→ **What is expected**
Filter the listing below down to the lines containing the word "JSON".

→ **Material for this task**
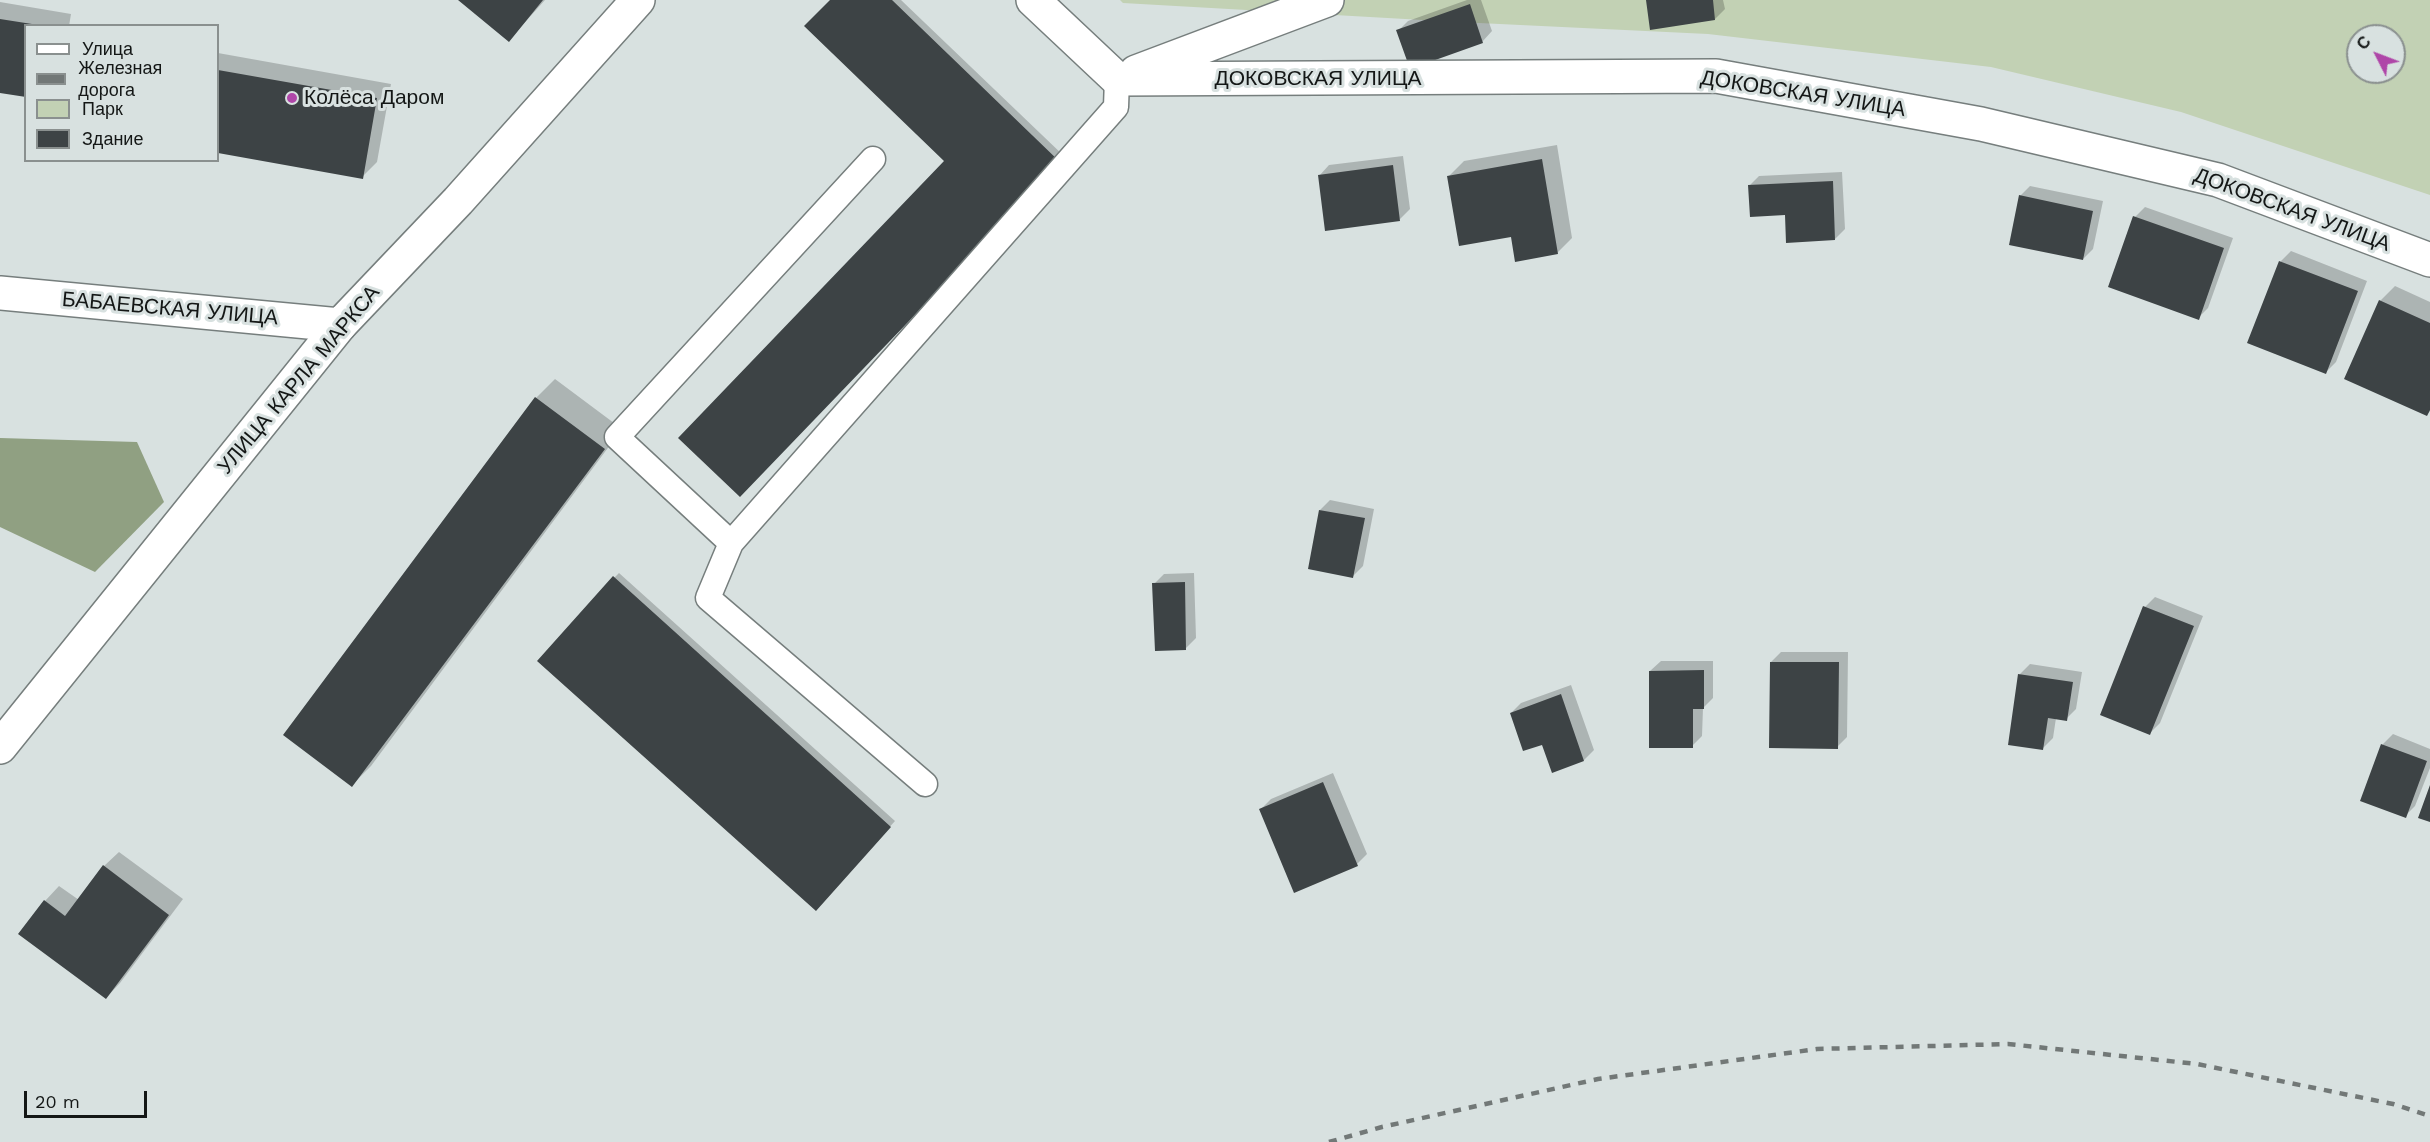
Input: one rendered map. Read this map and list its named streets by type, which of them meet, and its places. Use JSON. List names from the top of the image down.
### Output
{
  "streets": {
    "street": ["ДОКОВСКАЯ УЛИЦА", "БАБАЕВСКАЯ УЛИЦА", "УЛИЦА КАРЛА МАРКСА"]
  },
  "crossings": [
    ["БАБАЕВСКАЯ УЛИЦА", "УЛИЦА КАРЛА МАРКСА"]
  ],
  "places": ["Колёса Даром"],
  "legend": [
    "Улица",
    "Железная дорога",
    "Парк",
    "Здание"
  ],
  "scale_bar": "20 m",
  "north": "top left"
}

==

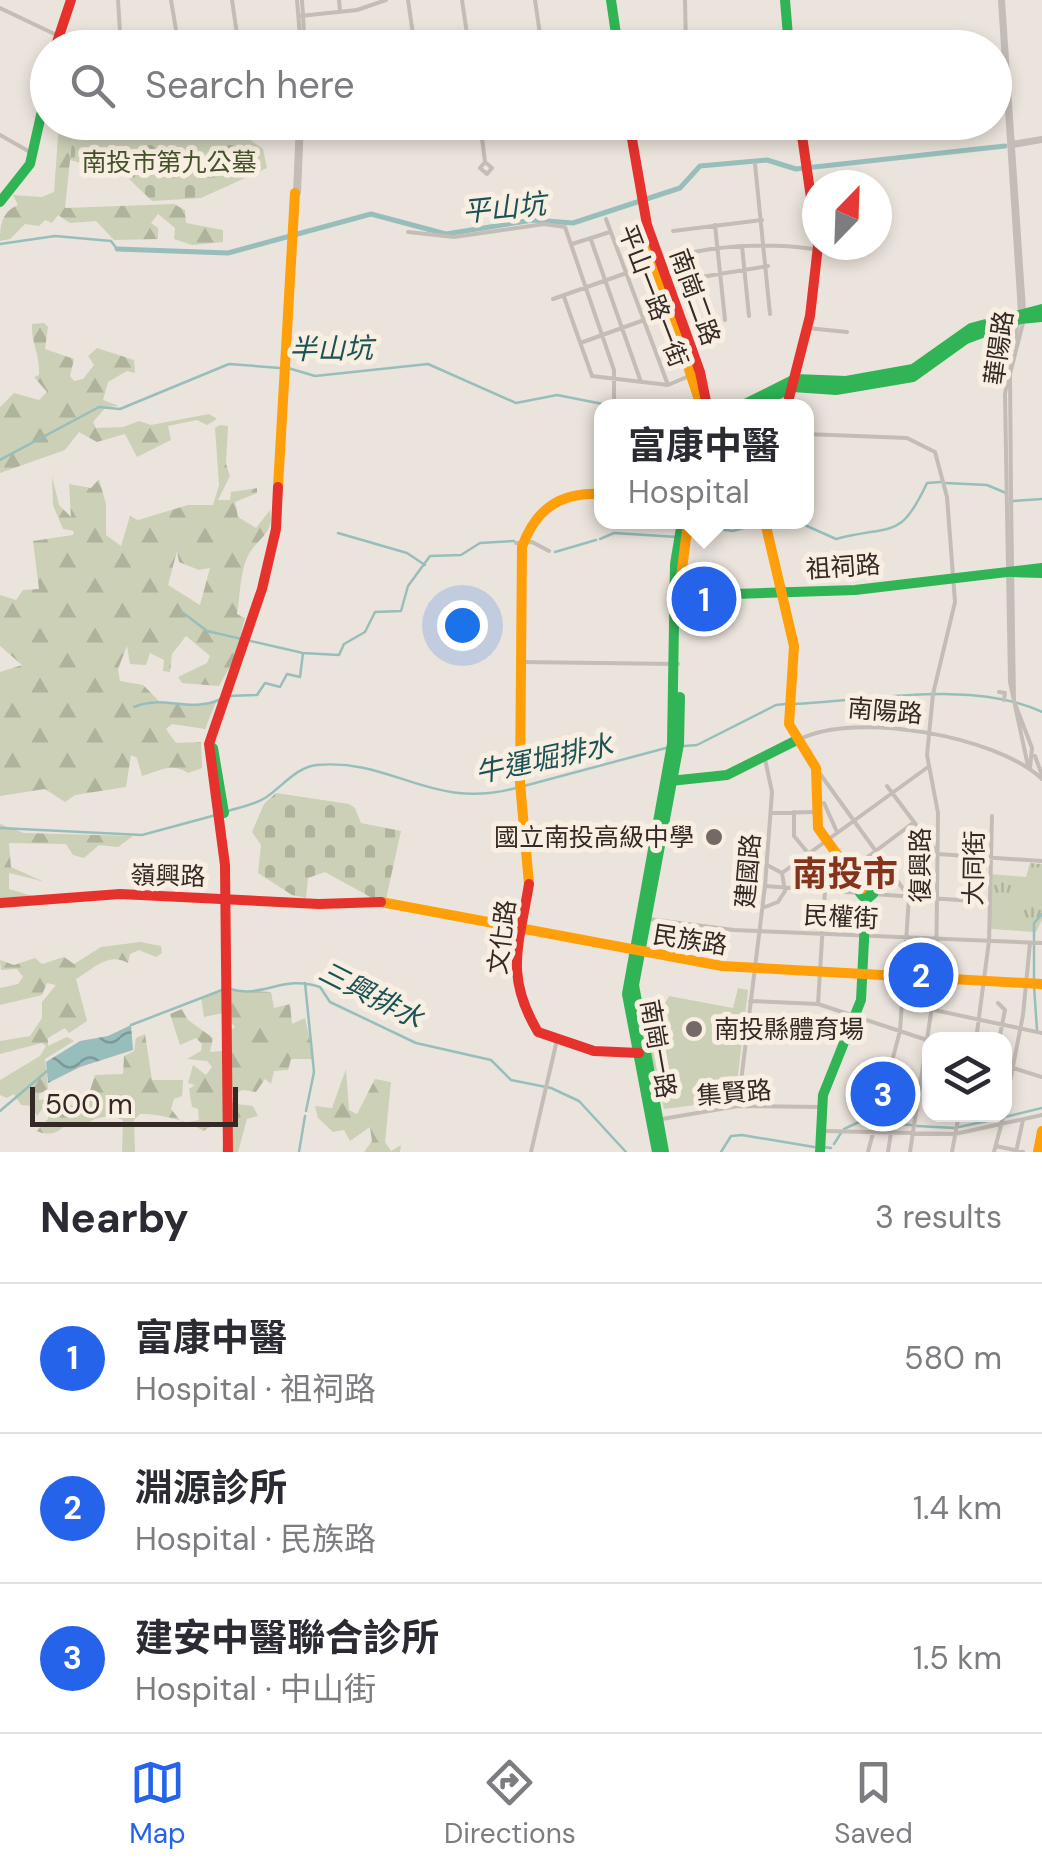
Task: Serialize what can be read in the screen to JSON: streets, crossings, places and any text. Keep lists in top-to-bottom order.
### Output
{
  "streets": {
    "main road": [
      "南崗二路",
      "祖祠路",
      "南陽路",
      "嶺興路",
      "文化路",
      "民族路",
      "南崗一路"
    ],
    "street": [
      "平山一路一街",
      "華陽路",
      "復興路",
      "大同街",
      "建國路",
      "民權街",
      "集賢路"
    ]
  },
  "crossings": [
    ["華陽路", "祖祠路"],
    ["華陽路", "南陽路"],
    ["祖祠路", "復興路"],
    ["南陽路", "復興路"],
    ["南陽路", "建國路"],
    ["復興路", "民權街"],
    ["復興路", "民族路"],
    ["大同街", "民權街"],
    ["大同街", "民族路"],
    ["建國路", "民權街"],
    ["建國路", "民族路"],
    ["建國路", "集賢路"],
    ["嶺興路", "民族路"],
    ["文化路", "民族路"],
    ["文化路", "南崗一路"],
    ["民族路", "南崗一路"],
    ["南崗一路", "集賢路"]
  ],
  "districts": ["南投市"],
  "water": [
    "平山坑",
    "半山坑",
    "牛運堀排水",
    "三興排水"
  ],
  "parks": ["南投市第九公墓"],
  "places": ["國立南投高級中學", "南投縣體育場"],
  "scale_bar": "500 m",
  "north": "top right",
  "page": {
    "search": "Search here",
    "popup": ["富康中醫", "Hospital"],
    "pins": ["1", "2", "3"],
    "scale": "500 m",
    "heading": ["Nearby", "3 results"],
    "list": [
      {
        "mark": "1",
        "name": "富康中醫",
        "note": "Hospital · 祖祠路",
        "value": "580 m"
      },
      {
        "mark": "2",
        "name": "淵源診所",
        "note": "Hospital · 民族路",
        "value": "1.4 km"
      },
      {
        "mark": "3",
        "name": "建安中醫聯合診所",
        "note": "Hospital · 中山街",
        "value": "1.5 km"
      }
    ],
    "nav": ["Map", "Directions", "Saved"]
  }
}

→ **Task response**
Input: one rendered map. Read this map and list its named streets by type, which of them meet, and its places. Use JSON. List names from the top of the image down.
Task: Serialize what can be read in the screen to JSON: streets, crossings, places and any text. Keep lists in top-to-bottom order.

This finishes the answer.